__Problem__: Look through the listing below, and wherever a line has the string "serif", pull it out.

__Available data__:
********

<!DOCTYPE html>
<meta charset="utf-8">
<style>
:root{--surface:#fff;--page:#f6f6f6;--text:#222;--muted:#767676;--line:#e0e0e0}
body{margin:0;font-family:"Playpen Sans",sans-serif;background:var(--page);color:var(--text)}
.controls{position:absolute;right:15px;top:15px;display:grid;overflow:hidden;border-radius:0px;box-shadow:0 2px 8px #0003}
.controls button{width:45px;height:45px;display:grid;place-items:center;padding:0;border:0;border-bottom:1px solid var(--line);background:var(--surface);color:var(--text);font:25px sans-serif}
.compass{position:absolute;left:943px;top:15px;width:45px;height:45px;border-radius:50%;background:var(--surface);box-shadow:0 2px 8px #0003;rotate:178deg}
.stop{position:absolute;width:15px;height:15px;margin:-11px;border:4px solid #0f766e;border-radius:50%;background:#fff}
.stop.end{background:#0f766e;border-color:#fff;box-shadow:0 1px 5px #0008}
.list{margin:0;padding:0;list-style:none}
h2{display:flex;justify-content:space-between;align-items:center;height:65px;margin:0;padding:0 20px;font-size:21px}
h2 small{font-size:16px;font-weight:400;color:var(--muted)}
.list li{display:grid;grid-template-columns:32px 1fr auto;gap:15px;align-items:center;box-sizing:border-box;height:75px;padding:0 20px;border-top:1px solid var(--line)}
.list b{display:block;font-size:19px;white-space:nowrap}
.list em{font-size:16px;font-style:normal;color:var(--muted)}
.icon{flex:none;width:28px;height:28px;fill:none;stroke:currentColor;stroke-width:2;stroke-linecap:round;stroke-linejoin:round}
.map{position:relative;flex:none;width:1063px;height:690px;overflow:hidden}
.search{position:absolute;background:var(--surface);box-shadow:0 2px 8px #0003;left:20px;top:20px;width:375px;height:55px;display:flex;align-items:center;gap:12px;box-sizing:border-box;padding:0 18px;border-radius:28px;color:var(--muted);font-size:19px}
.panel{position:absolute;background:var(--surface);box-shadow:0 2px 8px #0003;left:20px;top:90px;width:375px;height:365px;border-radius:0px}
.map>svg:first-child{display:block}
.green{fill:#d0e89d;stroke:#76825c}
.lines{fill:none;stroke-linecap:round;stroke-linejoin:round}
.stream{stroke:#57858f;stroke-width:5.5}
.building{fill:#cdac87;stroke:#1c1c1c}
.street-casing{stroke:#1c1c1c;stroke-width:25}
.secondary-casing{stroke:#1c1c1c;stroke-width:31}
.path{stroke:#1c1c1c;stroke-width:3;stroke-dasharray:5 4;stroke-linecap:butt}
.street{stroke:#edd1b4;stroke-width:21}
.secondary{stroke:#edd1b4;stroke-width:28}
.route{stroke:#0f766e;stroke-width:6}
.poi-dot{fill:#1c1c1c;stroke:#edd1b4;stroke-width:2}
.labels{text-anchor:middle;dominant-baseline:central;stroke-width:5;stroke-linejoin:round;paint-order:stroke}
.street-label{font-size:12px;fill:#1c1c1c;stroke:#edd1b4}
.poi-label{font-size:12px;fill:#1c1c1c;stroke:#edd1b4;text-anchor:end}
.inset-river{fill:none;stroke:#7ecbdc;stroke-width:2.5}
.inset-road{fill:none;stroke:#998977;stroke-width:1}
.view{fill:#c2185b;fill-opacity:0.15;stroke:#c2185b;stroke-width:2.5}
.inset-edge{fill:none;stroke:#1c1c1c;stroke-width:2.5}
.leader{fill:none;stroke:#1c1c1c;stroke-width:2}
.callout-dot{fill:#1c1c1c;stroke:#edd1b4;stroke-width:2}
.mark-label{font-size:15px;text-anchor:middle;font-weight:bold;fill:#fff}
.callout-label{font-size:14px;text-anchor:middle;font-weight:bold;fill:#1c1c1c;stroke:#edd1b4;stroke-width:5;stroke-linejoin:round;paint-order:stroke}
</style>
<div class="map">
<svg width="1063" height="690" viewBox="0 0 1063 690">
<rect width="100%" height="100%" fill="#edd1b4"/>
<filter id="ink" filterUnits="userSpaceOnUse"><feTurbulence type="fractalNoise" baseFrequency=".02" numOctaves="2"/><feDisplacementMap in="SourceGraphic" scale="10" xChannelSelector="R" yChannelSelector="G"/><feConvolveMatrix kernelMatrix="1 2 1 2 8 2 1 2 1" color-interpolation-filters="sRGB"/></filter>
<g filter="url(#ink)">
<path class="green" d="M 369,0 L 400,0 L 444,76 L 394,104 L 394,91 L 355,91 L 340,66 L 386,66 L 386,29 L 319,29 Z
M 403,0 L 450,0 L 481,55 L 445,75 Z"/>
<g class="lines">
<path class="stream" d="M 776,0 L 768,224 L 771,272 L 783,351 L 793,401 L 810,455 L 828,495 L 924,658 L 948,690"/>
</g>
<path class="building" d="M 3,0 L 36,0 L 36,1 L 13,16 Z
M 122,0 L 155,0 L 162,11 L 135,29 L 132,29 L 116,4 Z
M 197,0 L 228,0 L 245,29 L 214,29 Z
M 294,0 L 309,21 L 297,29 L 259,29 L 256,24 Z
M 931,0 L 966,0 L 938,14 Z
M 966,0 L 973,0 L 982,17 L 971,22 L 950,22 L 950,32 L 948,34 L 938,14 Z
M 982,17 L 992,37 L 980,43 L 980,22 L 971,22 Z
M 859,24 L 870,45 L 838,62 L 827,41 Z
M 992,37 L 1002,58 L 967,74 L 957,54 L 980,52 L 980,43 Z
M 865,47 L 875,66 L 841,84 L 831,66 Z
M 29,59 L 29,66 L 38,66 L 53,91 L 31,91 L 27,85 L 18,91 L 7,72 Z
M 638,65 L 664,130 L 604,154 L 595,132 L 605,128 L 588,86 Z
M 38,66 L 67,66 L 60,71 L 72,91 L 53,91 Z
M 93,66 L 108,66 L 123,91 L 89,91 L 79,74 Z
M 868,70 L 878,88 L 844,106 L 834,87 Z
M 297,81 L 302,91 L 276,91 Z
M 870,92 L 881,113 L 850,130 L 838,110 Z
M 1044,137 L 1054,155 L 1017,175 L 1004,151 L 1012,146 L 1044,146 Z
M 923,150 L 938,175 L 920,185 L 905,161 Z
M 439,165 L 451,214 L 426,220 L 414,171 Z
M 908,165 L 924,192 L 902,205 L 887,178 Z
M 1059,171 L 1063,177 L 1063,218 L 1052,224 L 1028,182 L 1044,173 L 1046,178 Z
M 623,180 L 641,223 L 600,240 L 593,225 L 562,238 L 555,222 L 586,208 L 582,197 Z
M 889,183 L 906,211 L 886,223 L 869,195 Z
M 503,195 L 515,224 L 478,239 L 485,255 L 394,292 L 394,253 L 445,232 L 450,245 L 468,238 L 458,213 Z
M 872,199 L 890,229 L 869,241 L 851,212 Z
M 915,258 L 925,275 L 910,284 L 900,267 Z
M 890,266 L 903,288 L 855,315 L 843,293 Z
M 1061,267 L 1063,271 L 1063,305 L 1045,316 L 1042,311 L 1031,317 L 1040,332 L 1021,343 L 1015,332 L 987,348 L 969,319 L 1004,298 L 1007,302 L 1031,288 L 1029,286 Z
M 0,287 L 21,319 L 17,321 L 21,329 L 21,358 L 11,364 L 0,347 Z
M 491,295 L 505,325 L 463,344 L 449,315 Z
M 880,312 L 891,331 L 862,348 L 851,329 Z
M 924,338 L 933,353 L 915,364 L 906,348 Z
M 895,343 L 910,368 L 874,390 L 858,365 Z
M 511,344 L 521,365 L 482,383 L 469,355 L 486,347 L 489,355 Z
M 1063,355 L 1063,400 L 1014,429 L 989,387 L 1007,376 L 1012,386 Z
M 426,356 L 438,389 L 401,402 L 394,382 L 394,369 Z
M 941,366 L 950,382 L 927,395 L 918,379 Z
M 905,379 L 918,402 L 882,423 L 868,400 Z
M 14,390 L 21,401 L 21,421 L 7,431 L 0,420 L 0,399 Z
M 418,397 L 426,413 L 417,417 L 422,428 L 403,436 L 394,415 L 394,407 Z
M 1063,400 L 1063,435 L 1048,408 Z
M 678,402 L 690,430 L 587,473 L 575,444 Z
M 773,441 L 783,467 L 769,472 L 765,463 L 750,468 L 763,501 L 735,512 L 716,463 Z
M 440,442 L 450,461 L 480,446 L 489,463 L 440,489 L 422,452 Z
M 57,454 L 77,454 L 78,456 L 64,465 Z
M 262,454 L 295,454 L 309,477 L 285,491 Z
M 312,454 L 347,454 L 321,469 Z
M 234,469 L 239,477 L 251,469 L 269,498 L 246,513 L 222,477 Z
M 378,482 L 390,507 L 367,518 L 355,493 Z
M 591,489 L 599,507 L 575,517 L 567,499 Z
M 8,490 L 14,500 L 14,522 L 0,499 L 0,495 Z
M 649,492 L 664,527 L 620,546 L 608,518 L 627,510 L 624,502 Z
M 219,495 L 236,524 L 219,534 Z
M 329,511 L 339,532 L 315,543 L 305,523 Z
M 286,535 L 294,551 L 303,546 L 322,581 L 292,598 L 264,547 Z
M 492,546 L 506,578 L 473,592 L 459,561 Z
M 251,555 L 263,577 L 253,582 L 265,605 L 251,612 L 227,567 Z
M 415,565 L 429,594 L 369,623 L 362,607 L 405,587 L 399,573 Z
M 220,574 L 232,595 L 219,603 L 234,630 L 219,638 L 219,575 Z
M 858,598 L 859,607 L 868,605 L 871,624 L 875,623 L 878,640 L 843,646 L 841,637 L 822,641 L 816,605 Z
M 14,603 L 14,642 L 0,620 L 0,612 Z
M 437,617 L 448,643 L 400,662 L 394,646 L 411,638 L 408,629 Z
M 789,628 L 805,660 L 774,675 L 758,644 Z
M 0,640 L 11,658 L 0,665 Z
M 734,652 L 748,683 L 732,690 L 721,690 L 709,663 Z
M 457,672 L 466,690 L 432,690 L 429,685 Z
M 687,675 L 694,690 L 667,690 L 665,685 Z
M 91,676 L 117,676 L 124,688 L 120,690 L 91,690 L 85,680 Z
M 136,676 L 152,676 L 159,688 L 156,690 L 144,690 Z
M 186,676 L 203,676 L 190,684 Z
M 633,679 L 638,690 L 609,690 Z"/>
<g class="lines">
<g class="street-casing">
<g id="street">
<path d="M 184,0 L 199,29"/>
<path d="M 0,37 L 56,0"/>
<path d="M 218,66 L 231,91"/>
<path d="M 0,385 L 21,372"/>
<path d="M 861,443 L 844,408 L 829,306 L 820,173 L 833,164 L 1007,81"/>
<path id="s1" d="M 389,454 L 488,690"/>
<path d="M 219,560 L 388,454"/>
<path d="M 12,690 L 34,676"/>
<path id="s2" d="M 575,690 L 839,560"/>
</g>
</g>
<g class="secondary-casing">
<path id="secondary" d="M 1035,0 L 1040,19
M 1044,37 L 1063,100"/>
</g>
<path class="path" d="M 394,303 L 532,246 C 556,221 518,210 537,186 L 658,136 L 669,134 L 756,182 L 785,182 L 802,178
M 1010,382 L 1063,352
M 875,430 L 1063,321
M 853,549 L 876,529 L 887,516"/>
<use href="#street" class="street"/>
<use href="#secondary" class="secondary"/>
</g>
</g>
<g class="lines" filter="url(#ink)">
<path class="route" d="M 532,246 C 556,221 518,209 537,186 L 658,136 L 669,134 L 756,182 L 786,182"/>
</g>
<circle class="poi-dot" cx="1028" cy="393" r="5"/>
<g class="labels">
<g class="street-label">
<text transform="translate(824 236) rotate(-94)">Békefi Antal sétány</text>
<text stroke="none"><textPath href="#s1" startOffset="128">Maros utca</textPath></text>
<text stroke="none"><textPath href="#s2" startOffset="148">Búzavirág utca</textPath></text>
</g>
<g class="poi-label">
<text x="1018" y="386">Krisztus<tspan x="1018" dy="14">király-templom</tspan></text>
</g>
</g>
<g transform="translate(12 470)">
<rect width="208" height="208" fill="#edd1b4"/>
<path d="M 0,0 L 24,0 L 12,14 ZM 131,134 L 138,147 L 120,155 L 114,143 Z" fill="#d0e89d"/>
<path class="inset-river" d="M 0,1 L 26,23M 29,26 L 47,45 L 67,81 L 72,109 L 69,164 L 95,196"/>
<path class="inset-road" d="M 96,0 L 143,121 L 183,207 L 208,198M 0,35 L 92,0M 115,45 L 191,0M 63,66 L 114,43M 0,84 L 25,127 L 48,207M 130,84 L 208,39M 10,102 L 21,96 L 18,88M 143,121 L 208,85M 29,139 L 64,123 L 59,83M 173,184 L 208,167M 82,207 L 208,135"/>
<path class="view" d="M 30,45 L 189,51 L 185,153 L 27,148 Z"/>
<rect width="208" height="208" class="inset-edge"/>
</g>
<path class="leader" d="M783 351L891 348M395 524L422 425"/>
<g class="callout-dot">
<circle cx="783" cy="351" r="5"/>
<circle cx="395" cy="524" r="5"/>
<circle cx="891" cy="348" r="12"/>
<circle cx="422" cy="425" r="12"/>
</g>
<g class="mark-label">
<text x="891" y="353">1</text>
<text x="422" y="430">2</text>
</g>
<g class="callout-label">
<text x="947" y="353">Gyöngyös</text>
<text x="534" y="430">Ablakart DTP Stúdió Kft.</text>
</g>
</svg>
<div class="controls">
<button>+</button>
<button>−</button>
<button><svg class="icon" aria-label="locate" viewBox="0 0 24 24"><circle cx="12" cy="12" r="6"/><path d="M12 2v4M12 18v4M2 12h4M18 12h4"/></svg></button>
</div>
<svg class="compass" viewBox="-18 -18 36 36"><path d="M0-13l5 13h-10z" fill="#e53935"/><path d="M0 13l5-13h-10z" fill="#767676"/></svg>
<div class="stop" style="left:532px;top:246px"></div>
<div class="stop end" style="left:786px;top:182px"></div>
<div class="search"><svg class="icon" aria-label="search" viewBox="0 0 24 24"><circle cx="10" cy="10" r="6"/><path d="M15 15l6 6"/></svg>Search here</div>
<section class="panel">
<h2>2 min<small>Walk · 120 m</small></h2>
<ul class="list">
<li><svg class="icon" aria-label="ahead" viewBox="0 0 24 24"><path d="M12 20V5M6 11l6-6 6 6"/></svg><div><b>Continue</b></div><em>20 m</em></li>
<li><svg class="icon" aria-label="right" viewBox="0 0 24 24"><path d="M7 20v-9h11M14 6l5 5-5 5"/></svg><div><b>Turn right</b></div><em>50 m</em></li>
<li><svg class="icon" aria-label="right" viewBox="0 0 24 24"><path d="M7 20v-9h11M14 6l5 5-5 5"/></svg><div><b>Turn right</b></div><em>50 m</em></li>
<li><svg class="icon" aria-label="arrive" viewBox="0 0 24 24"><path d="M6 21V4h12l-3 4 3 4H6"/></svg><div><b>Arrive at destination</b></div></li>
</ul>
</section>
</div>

********

__Your solution__:
body{margin:0;font-family:"Playpen Sans",sans-serif;background:var(--page);color:var(--text)}
.controls button{width:45px;height:45px;display:grid;place-items:center;padding:0;border:0;border-bottom:1px solid var(--line);background:var(--surface);color:var(--text);font:25px sans-serif}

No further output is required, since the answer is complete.